Faster strftime

Welcome back to this week's Cameron's Corner! Before we get started, I want to let you know about our upcoming public seminar series, "(Even More) Python Basics for Experts." Join James in this three-session series about (even more) Python basics that experts need to make their code more effective and efficient. He'll tackle what's real, how we can tell it's real, and how we can do less work.

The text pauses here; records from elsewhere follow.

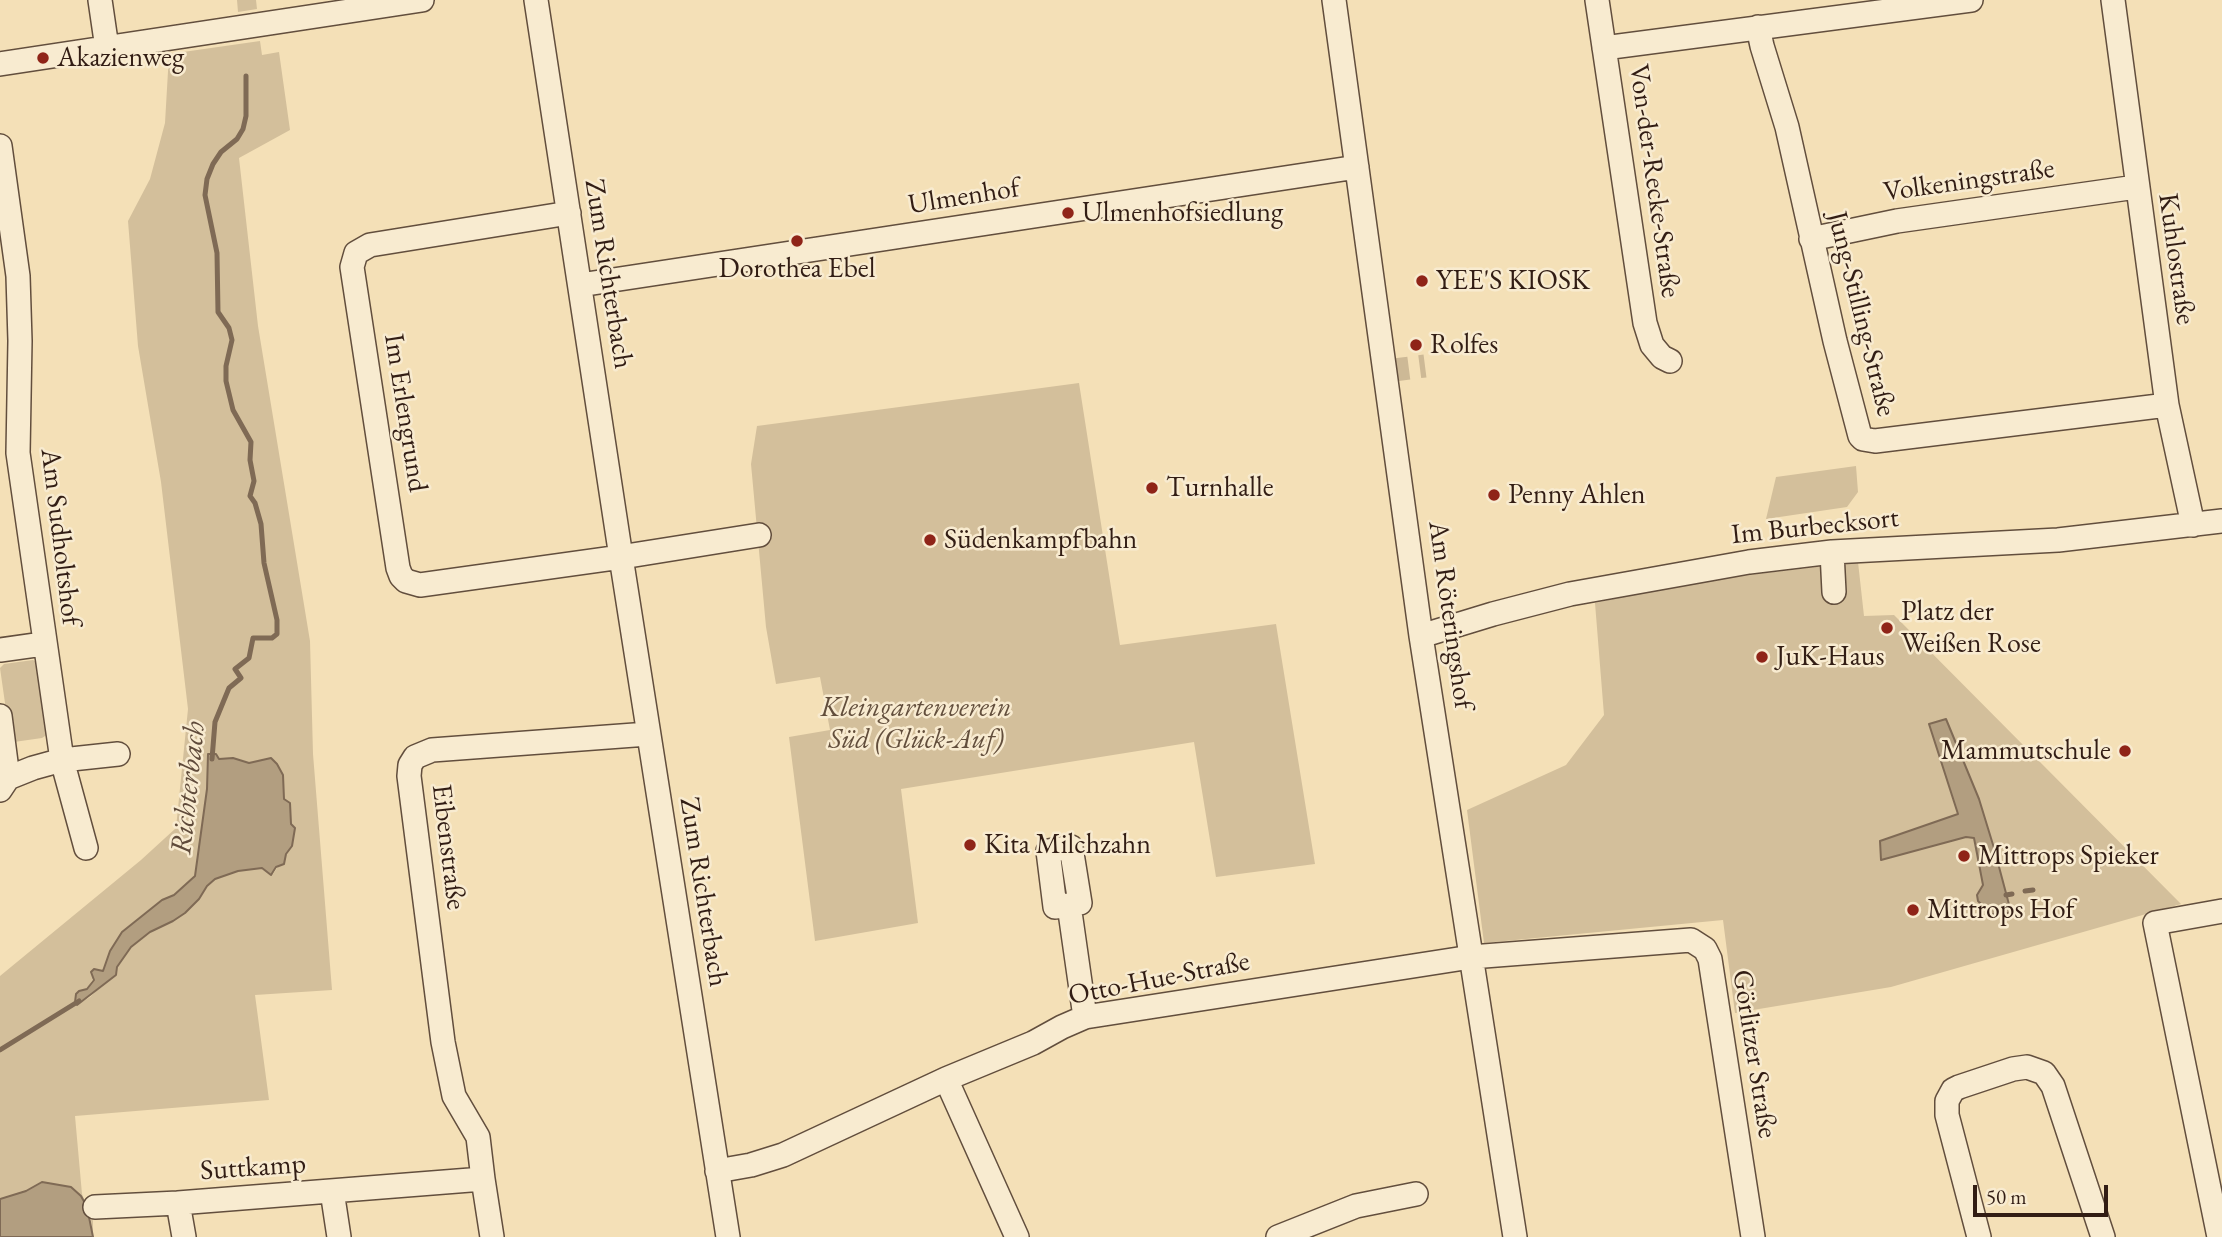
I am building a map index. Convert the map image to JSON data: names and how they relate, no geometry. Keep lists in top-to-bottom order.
{
  "streets": {
    "street": [
      "Von-der-Recke-Straße",
      "Volkeningstraße",
      "Ulmenhof",
      "Kuhlostraße",
      "Zum Richterbach",
      "Jung-Stilling-Straße",
      "Im Erlengrund",
      "Im Burbecksort",
      "Am Sudholtshof",
      "Am Röteringshof",
      "Eibenstraße",
      "Otto-Hue-Straße",
      "Görlitzer Straße",
      "Suttkamp"
    ]
  },
  "crossings": [
    ["Volkeningstraße", "Kuhlostraße"],
    ["Volkeningstraße", "Jung-Stilling-Straße"],
    ["Ulmenhof", "Zum Richterbach"],
    ["Ulmenhof", "Am Röteringshof"],
    ["Kuhlostraße", "Jung-Stilling-Straße"],
    ["Kuhlostraße", "Im Burbecksort"],
    ["Zum Richterbach", "Im Erlengrund"],
    ["Zum Richterbach", "Eibenstraße"],
    ["Zum Richterbach", "Otto-Hue-Straße"],
    ["Im Burbecksort", "Am Röteringshof"],
    ["Am Röteringshof", "Otto-Hue-Straße"],
    ["Am Röteringshof", "Görlitzer Straße"],
    ["Eibenstraße", "Suttkamp"],
    ["Otto-Hue-Straße", "Görlitzer Straße"]
  ],
  "water": ["Richterbach"],
  "parks": ["Kleingartenverein Süd (Glück-Auf)"],
  "places": [
    "Akazienweg",
    "Ulmenhofsiedlung",
    "Dorothea Ebel",
    "YEE'S KIOSK",
    "Rolfes",
    "Turnhalle",
    "Penny Ahlen",
    "Südenkampfbahn",
    "Platz der Weißen Rose",
    "JuK-Haus",
    "Mammutschule",
    "Kita Milchzahn",
    "Mittrops Spieker",
    "Mittrops Hof"
  ],
  "scale_bar": "50 m"
}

On to the topic at hand. I wanted to tackle a fun pandas optimization problem, focusing on converting datetime objects to their date counterparts. For this problem, I did take it "head on," meaning I did not inquire why the end user wanted this output, just performed some benchmarking on their existing approaches and threw in a couple of my own.

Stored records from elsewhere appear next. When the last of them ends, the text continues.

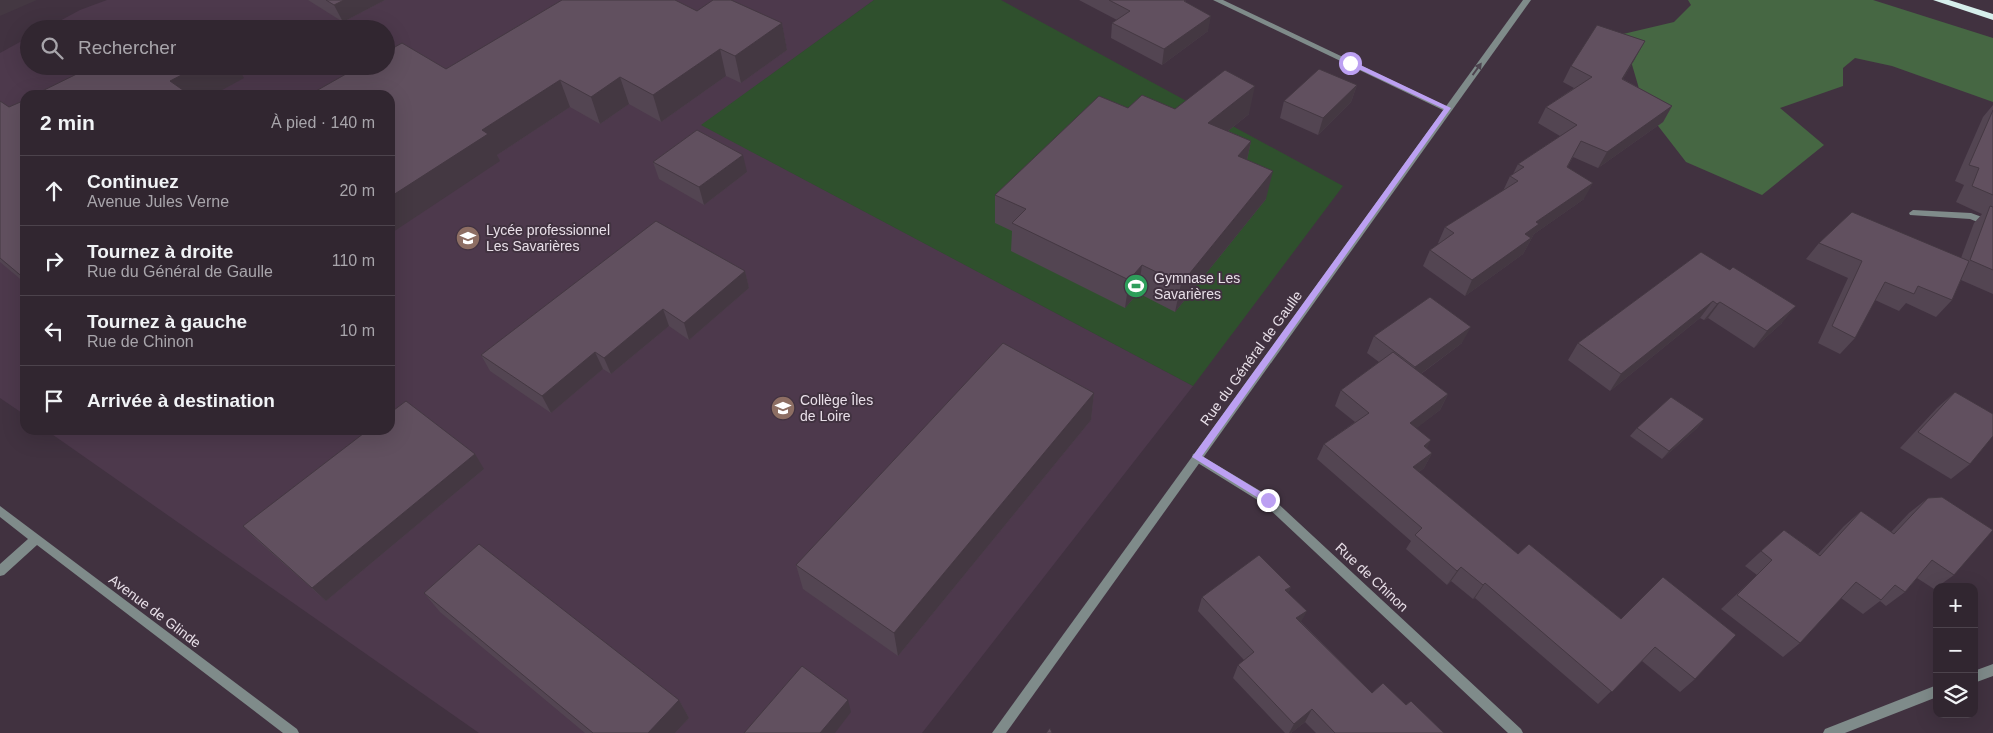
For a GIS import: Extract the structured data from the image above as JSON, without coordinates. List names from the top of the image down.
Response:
{
  "streets": {
    "street": ["Rue du Général de Gaulle", "Rue de Chinon", "Avenue de Glinde"]
  },
  "crossings": [
    ["Rue du Général de Gaulle", "Rue de Chinon"]
  ],
  "places": {
    "school or university": ["Lycée professionnel Les Savarières", "Collège Îles de Loire"],
    "sports": ["Gymnase Les Savarières"]
  },
  "page": {
    "search": "Rechercher",
    "heading": ["2 min", "À pied · 140 m"],
    "list": [
      ["Continuez", "Avenue Jules Verne", "20 m"],
      ["Tournez à droite", "Rue du Général de Gaulle", "110 m"],
      ["Tournez à gauche", "Rue de Chinon", "10 m"],
      "Arrivée à destination"
    ],
    "map_buttons": ["+", "−"]
  }
}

To get started, let's make a dataset:

The Data

We have a pandas.Series with a 'datetime64[ns]' datatype. There was not a specification to the cardinality of the data, but the granularity was minute-wise. For the approaches below, I would suspect different results based on the granularity of the timeseries, as well as the presence of duplicates.

from pandas import Series, date_range, Categorical, merge
s = Series(date_range('2000-01-01', periods=1_000_000, freq='5min'))

display(
    s.head(),
    f'{s.shape[0] = :,} | {s.dt.floor("D").nunique() = }'
)

0   2000-01-01 00:00:00
1   2000-01-01 00:05:00
2   2000-01-01 00:10:00
3   2000-01-01 00:15:00
4   2000-01-01 00:20:00
dtype: datetime64[ns]

's.shape[0] = 1,000,000 | s.dt.floor("D").nunique() = 3473'

The goal is to end with something like this output, but, of course, on all 1M datapoints instead of just the first five. So, we effectively want to convert each of these dates from their minute granularity down to their corresponding day.

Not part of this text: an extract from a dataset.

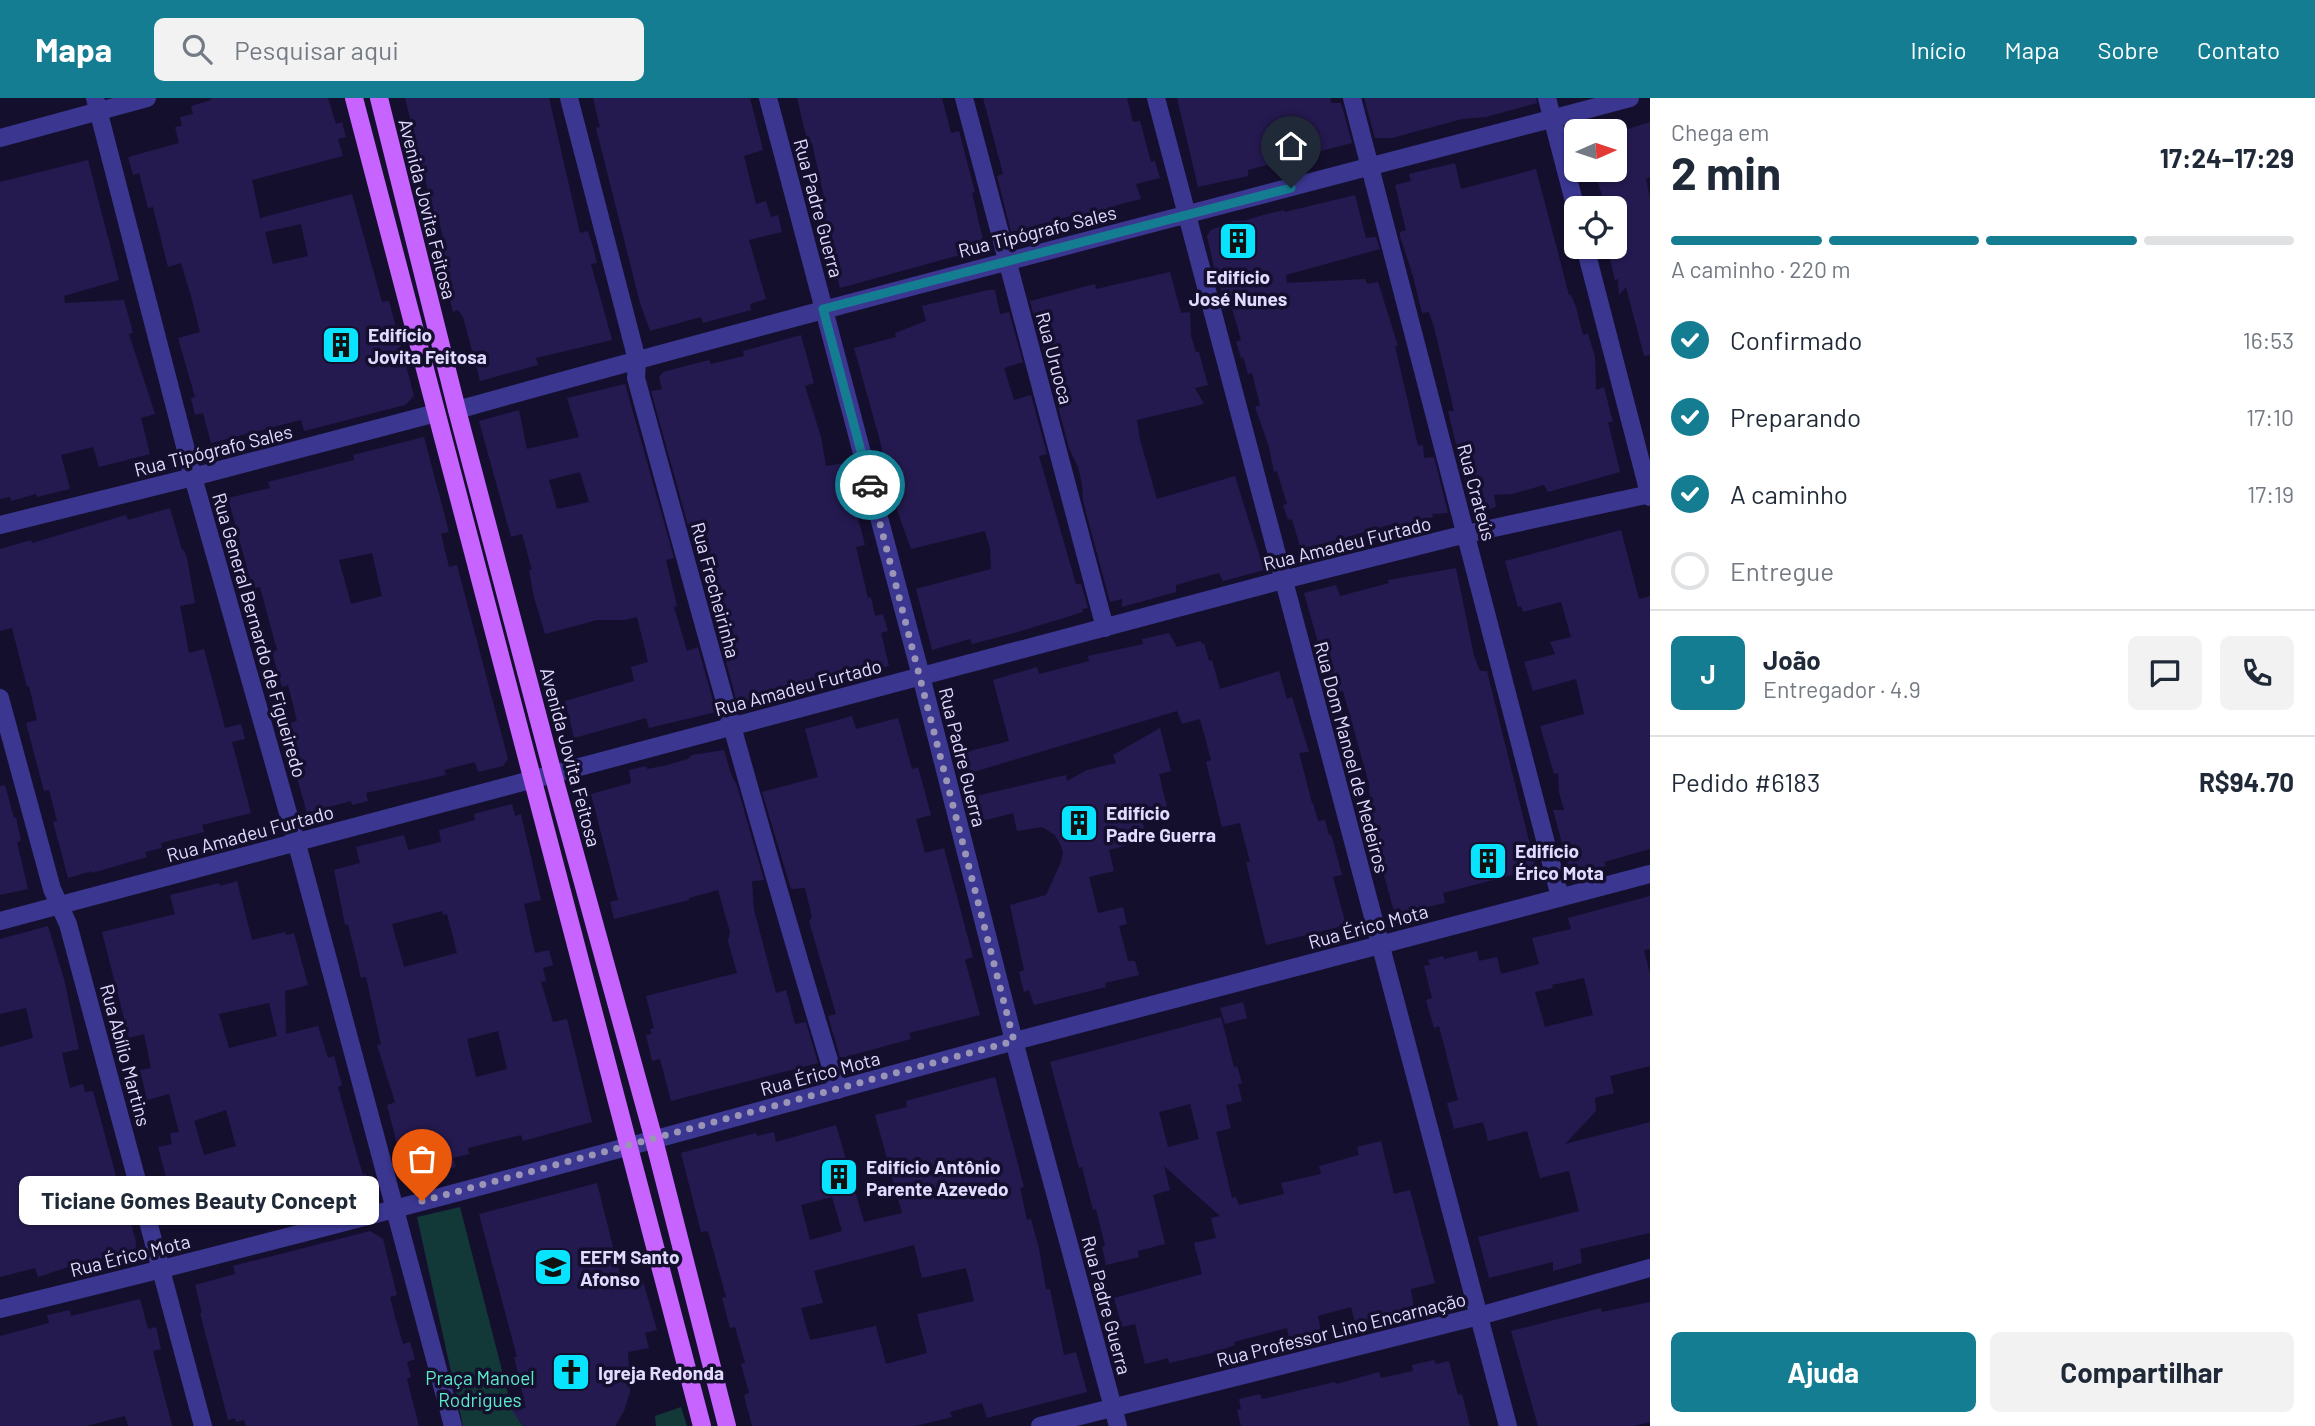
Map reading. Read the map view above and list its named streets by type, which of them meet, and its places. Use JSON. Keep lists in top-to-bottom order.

s.head().dt.strftime('%Y%m%d')

0    20000101
1    20000101
2    20000101
3    20000101
4    20000101
dtype: object

The Timer

To get started, I'm going to create a quick class to hold my timings so we can compare our micro-benchmarks later. The TimeManager class can be used as a context manager to track each approach via a passed string description.

from dataclasses import dataclass, field
from contextlib import contextmanager
from time import perf_counter

@dataclass
class Timer:
    start: float = None
    end: float = None
    
    @property
    def elapsed(self):
        if self.start is None or self.end is None:
            raise ValueError('Timer must have both end and start')
        return self.end - self.start

@dataclass
class TimerManager:
    registry: list = field(default_factory=list)
    
    @contextmanager
    def time(self, description):
        timer =  Timer(start=perf_counter())
        yield timer
        timer.end = perf_counter()
        self.registry.append((description, timer))
        print(f'{description:<30}{timer.end - timer.start:.6f}s')
        
timer, solutions = TimerManager(), []

pandas

Let's first look at our first three approaches implemented in pure pandas.

Perhaps the most obvious is to simply use .dt.strftime with the desired output format.
We can deduplicate our pandas.Series, work across unique entities, then reindex back to our original positions.
Again deduplication, but instead of reindexing we recreate a new Categorical Series via pandas.Categorical.from_codes.

The comments in the code indicate who originated that specific snippet. Comments ending in CR indicate that I originated this snippet.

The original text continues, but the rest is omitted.